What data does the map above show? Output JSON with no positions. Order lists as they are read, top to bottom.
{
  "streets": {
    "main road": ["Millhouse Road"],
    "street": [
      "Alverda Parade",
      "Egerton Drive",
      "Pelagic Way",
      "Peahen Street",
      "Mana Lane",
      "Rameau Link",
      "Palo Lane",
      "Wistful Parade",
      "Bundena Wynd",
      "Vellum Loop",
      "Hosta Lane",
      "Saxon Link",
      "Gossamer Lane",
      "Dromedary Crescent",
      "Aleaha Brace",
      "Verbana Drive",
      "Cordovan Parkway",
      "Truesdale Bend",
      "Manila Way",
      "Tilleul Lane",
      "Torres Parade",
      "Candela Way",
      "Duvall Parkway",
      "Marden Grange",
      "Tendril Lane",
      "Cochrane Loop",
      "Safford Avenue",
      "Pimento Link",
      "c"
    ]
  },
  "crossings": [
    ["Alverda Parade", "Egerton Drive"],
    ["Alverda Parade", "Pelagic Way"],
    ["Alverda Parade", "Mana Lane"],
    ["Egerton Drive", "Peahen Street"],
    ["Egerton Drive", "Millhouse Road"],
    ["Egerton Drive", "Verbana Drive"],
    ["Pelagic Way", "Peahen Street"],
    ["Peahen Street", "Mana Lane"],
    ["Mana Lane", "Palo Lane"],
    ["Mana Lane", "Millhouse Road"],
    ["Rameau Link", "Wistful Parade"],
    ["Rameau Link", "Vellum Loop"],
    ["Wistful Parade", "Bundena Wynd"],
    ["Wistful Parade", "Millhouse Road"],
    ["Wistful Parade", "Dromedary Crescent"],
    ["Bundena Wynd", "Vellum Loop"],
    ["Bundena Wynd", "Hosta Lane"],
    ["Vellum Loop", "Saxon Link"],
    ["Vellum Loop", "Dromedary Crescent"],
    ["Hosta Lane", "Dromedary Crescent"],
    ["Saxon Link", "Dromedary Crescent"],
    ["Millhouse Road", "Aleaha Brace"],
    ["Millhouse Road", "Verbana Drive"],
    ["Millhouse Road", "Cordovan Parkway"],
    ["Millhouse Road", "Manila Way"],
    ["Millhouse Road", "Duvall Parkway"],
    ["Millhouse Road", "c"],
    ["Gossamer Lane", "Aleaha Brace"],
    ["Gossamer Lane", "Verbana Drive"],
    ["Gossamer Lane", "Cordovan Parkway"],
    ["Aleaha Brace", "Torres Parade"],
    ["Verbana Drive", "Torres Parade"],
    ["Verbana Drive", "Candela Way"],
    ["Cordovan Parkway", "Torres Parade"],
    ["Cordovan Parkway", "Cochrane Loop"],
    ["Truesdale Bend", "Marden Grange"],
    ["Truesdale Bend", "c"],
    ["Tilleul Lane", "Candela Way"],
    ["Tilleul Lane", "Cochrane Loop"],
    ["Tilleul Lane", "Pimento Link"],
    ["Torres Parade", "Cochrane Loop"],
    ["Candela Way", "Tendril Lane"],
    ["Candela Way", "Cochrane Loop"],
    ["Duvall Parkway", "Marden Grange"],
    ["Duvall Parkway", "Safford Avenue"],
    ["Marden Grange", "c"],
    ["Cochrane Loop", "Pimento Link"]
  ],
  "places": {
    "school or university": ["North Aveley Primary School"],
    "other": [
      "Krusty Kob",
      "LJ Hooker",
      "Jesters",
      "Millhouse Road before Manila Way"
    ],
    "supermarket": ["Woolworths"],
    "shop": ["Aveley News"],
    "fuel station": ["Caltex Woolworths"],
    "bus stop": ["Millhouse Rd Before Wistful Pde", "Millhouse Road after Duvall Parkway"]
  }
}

_ _ _ _

• **Exercise requirements**
Your task is to restate every record word for word.

• **Task answer**
What data does the map above show? Output JSON with no positions. Order lists as they are read, top to bottom.
{
  "streets": {
    "main road": ["Millhouse Road"],
    "street": [
      "Alverda Parade",
      "Egerton Drive",
      "Pelagic Way",
      "Peahen Street",
      "Mana Lane",
      "Rameau Link",
      "Palo Lane",
      "Wistful Parade",
      "Bundena Wynd",
      "Vellum Loop",
      "Hosta Lane",
      "Saxon Link",
      "Gossamer Lane",
      "Dromedary Crescent",
      "Aleaha Brace",
      "Verbana Drive",
      "Cordovan Parkway",
      "Truesdale Bend",
      "Manila Way",
      "Tilleul Lane",
      "Torres Parade",
      "Candela Way",
      "Duvall Parkway",
      "Marden Grange",
      "Tendril Lane",
      "Cochrane Loop",
      "Safford Avenue",
      "Pimento Link",
      "c"
    ]
  },
  "crossings": [
    ["Alverda Parade", "Egerton Drive"],
    ["Alverda Parade", "Pelagic Way"],
    ["Alverda Parade", "Mana Lane"],
    ["Egerton Drive", "Peahen Street"],
    ["Egerton Drive", "Millhouse Road"],
    ["Egerton Drive", "Verbana Drive"],
    ["Pelagic Way", "Peahen Street"],
    ["Peahen Street", "Mana Lane"],
    ["Mana Lane", "Palo Lane"],
    ["Mana Lane", "Millhouse Road"],
    ["Rameau Link", "Wistful Parade"],
    ["Rameau Link", "Vellum Loop"],
    ["Wistful Parade", "Bundena Wynd"],
    ["Wistful Parade", "Millhouse Road"],
    ["Wistful Parade", "Dromedary Crescent"],
    ["Bundena Wynd", "Vellum Loop"],
    ["Bundena Wynd", "Hosta Lane"],
    ["Vellum Loop", "Saxon Link"],
    ["Vellum Loop", "Dromedary Crescent"],
    ["Hosta Lane", "Dromedary Crescent"],
    ["Saxon Link", "Dromedary Crescent"],
    ["Millhouse Road", "Aleaha Brace"],
    ["Millhouse Road", "Verbana Drive"],
    ["Millhouse Road", "Cordovan Parkway"],
    ["Millhouse Road", "Manila Way"],
    ["Millhouse Road", "Duvall Parkway"],
    ["Millhouse Road", "c"],
    ["Gossamer Lane", "Aleaha Brace"],
    ["Gossamer Lane", "Verbana Drive"],
    ["Gossamer Lane", "Cordovan Parkway"],
    ["Aleaha Brace", "Torres Parade"],
    ["Verbana Drive", "Torres Parade"],
    ["Verbana Drive", "Candela Way"],
    ["Cordovan Parkway", "Torres Parade"],
    ["Cordovan Parkway", "Cochrane Loop"],
    ["Truesdale Bend", "Marden Grange"],
    ["Truesdale Bend", "c"],
    ["Tilleul Lane", "Candela Way"],
    ["Tilleul Lane", "Cochrane Loop"],
    ["Tilleul Lane", "Pimento Link"],
    ["Torres Parade", "Cochrane Loop"],
    ["Candela Way", "Tendril Lane"],
    ["Candela Way", "Cochrane Loop"],
    ["Duvall Parkway", "Marden Grange"],
    ["Duvall Parkway", "Safford Avenue"],
    ["Marden Grange", "c"],
    ["Cochrane Loop", "Pimento Link"]
  ],
  "places": {
    "school or university": ["North Aveley Primary School"],
    "other": [
      "Krusty Kob",
      "LJ Hooker",
      "Jesters",
      "Millhouse Road before Manila Way"
    ],
    "supermarket": ["Woolworths"],
    "shop": ["Aveley News"],
    "fuel station": ["Caltex Woolworths"],
    "bus stop": ["Millhouse Rd Before Wistful Pde", "Millhouse Road after Duvall Parkway"]
  }
}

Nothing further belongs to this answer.